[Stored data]
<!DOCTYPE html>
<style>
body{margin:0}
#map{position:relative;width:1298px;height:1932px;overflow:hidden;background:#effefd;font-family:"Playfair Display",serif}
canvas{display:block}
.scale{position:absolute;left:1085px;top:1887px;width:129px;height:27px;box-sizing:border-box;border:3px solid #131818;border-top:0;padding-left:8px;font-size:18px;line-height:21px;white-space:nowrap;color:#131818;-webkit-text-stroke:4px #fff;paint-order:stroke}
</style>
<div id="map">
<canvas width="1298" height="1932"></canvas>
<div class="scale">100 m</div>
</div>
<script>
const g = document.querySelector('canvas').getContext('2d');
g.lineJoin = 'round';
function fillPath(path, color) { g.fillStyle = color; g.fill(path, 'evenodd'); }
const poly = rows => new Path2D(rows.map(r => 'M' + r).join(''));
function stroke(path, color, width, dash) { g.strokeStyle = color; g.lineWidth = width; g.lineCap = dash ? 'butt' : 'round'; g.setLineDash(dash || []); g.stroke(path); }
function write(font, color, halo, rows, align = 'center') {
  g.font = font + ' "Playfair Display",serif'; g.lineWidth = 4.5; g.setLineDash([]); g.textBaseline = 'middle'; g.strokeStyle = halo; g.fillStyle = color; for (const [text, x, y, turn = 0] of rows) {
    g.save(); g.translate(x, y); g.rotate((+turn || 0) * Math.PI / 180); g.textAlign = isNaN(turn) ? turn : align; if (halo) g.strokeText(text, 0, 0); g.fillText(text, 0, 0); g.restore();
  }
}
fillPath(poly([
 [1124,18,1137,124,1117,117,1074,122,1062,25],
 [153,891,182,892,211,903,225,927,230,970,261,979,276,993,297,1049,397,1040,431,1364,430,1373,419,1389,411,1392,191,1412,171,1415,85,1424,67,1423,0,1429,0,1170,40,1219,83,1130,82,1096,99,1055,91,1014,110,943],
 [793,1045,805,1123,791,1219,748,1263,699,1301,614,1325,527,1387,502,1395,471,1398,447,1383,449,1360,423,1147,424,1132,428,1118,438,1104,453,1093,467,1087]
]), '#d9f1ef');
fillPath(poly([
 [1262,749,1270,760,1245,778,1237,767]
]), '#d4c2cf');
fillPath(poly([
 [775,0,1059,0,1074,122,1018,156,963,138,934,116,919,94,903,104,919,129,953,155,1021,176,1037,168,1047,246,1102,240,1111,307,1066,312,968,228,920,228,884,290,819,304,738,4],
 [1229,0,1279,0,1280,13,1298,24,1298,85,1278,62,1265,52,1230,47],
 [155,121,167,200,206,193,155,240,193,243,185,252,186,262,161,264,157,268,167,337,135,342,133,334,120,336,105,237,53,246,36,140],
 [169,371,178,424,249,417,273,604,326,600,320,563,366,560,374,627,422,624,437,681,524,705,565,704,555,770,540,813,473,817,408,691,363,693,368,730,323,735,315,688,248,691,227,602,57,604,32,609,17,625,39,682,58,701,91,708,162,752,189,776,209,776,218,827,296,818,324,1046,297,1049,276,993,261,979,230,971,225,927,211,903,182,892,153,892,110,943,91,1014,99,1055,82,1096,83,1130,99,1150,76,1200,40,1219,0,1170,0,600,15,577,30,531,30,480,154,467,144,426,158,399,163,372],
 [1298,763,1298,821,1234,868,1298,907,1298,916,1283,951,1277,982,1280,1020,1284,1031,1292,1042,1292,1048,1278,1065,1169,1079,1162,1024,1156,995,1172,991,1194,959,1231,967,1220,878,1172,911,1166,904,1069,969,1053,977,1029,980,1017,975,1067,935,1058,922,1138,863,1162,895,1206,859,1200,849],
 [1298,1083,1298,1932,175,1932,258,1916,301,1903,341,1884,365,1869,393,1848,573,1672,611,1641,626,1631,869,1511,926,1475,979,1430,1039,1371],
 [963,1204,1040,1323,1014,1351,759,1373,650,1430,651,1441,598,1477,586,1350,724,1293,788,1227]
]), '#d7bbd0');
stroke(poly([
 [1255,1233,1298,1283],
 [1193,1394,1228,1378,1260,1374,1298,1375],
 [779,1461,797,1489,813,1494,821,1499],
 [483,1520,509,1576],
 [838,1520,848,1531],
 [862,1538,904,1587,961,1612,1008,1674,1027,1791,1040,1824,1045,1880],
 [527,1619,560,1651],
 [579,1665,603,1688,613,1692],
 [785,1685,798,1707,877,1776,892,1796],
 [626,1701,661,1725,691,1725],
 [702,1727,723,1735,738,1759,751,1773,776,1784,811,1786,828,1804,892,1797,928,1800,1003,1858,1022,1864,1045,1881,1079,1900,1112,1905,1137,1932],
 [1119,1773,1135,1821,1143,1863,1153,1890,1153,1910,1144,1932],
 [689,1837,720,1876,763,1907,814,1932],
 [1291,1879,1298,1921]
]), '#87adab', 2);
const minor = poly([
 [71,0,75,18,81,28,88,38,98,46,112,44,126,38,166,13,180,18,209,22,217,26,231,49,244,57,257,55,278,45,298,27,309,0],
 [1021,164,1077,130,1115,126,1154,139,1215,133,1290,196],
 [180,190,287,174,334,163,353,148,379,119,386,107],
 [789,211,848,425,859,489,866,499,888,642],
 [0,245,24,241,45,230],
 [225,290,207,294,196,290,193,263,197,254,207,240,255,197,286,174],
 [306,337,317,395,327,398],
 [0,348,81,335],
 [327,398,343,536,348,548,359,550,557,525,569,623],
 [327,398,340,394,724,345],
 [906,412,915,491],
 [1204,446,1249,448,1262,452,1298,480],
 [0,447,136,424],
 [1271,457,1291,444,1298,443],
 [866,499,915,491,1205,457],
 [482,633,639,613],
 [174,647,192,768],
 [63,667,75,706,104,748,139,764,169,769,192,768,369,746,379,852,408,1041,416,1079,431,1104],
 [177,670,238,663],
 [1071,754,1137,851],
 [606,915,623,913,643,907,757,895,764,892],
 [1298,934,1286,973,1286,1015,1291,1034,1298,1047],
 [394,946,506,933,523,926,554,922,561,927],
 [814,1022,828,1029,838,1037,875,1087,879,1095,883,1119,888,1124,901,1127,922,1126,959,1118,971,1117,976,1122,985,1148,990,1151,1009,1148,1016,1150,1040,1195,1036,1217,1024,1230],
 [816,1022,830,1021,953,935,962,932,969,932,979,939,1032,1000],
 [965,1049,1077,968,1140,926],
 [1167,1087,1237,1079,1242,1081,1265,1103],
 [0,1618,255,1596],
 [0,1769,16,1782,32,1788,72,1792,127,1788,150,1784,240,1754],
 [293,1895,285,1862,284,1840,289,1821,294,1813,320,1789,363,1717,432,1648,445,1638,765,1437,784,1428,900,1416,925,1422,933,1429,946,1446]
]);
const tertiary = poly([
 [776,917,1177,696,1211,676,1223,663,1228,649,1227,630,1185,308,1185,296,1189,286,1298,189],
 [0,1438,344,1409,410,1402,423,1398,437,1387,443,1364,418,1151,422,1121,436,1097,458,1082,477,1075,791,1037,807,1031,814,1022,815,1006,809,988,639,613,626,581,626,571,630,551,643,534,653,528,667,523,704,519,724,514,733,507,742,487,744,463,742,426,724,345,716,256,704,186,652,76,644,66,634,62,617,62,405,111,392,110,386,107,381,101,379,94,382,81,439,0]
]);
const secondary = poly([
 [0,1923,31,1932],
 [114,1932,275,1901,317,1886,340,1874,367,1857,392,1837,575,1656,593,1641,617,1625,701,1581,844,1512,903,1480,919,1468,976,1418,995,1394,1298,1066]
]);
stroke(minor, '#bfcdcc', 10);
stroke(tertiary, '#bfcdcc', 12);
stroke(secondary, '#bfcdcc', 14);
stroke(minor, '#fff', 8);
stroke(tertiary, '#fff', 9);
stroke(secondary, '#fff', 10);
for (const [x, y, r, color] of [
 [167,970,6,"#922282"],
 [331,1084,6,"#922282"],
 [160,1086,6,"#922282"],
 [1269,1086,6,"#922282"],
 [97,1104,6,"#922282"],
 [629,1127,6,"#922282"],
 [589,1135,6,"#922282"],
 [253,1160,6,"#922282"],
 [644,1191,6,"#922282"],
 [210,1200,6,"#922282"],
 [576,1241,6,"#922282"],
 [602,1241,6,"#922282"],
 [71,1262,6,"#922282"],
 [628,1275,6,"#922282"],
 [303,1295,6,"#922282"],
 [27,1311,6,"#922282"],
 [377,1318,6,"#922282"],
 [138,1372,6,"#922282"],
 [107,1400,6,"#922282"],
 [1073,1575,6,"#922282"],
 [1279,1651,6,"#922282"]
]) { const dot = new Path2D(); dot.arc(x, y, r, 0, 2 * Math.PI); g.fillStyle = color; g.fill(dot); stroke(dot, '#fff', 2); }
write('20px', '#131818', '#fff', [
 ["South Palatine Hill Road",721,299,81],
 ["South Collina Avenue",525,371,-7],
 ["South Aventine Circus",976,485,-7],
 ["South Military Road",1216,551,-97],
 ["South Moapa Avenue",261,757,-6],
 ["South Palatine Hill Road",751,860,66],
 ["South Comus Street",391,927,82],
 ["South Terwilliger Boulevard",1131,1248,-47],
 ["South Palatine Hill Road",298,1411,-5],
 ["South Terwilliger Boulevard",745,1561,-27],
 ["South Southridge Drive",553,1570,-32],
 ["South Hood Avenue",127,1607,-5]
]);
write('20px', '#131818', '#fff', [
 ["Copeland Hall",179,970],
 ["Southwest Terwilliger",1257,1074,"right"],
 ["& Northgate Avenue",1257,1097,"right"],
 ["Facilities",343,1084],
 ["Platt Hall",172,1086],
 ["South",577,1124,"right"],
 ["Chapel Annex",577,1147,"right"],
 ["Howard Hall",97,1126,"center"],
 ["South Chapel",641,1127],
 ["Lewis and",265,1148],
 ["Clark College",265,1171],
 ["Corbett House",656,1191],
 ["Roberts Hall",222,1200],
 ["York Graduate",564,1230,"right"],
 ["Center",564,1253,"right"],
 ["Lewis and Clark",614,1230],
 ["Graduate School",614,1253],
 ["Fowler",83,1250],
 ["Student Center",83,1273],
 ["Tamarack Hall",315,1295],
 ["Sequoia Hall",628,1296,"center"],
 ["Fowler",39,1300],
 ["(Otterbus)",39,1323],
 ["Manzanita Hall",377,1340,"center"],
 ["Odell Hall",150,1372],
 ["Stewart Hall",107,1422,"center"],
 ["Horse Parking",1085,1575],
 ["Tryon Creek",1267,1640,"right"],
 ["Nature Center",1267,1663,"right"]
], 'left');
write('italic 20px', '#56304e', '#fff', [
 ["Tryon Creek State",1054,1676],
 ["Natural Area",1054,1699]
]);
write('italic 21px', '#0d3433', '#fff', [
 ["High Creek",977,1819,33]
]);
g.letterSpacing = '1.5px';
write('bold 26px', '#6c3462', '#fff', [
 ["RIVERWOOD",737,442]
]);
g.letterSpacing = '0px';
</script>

**PROMPT:**
In the records above, locate every line with the string "halo" and copy it.

**COMPLETED TASK:**
function write(font, color, halo, rows, align = 'center') {
  g.font = font + ' "Playfair Display",serif'; g.lineWidth = 4.5; g.setLineDash([]); g.textBaseline = 'middle'; g.strokeStyle = halo; g.fillStyle = color; for (const [text, x, y, turn = 0] of rows) {
    g.save(); g.translate(x, y); g.rotate((+turn || 0) * Math.PI / 180); g.textAlign = isNaN(turn) ? turn : align; if (halo) g.strokeText(text, 0, 0); g.fillText(text, 0, 0); g.restore();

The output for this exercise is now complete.